Task instructions => Nothing outside the range below should be printed. Output exactly the lines from the line with "Please mark the" to the line with "I need the bounding", both included.

Records supplied =>

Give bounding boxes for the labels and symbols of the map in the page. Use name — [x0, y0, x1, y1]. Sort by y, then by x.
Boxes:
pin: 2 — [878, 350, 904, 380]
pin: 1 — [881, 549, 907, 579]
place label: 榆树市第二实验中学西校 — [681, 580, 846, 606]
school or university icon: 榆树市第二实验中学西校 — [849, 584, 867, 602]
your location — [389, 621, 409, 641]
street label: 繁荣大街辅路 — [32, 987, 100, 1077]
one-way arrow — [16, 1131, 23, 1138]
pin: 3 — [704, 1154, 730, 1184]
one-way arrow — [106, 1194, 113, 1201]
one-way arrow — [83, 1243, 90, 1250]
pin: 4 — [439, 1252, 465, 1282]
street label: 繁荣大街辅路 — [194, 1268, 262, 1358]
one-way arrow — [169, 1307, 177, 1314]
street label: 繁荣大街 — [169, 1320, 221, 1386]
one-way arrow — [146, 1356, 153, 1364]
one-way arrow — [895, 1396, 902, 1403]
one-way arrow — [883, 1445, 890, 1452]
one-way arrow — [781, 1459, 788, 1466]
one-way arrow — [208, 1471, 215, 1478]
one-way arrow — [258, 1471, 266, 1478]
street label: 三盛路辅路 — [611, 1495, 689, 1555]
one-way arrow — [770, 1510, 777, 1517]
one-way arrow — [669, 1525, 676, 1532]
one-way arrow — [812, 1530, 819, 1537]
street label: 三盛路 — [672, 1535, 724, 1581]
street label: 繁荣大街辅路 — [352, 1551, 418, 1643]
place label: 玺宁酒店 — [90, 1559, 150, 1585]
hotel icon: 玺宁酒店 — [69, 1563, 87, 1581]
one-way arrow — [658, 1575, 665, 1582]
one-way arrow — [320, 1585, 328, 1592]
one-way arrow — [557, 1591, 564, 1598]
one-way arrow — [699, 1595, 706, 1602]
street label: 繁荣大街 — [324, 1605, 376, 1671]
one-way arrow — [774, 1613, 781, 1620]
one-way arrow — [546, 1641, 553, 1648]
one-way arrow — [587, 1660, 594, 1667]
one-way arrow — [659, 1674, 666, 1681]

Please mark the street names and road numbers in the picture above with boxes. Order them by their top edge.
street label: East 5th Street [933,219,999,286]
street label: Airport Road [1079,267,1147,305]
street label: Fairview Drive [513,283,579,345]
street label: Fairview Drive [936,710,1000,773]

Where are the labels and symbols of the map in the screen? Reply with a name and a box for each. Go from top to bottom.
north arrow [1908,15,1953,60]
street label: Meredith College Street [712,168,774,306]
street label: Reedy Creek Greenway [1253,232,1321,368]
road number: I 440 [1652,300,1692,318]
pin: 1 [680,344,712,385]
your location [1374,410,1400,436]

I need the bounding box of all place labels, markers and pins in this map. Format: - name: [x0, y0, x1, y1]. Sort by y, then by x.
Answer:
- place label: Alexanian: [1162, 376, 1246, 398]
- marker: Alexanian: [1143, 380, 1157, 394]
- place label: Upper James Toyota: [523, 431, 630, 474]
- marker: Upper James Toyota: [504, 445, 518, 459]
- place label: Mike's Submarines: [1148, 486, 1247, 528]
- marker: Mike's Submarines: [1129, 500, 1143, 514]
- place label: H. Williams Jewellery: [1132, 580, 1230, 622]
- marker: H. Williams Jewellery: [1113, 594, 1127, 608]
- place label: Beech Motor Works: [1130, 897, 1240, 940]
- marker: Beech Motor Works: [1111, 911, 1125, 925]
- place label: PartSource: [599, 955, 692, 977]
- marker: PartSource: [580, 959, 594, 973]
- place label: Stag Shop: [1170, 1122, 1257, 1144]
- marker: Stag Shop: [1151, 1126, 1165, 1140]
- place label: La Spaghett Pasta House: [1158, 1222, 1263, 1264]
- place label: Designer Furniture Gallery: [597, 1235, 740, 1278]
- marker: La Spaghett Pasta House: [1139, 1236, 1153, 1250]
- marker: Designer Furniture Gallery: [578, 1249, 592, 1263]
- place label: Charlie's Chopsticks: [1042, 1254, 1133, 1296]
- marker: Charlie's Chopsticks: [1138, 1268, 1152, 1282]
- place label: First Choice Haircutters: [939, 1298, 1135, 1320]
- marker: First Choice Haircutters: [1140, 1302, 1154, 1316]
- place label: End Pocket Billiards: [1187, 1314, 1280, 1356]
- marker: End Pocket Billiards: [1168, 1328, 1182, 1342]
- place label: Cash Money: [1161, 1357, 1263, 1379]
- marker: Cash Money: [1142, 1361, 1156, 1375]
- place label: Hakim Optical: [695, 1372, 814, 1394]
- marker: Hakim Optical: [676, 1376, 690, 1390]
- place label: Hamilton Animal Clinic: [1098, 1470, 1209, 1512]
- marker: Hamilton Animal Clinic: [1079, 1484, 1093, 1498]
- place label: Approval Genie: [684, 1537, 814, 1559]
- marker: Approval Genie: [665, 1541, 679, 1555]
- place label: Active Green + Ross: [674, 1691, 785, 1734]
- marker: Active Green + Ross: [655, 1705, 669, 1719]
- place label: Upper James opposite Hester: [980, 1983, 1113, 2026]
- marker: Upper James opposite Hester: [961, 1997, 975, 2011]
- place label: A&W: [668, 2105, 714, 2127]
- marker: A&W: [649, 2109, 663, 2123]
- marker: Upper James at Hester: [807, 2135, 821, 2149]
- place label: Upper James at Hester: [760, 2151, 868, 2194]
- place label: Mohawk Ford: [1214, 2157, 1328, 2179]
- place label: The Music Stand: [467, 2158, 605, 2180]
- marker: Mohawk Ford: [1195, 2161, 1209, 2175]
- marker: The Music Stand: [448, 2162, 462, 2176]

Answer to this task =>
Please mark the street names and road numbers in the picture above with boxes. Order them by their top edge.
street label: East 5th Street [933,219,999,286]
street label: Airport Road [1079,267,1147,305]
street label: Fairview Drive [513,283,579,345]
street label: Fairview Drive [936,710,1000,773]

Where are the labels and symbols of the map in the screen? Reply with a name and a box for each. Go from top to bottom.
north arrow [1908,15,1953,60]
street label: Meredith College Street [712,168,774,306]
street label: Reedy Creek Greenway [1253,232,1321,368]
road number: I 440 [1652,300,1692,318]
pin: 1 [680,344,712,385]
your location [1374,410,1400,436]

I need the bounding box of all place labels, markers and pins in this map. Format: - name: [x0, y0, x1, y1]. Sort by y, then by x.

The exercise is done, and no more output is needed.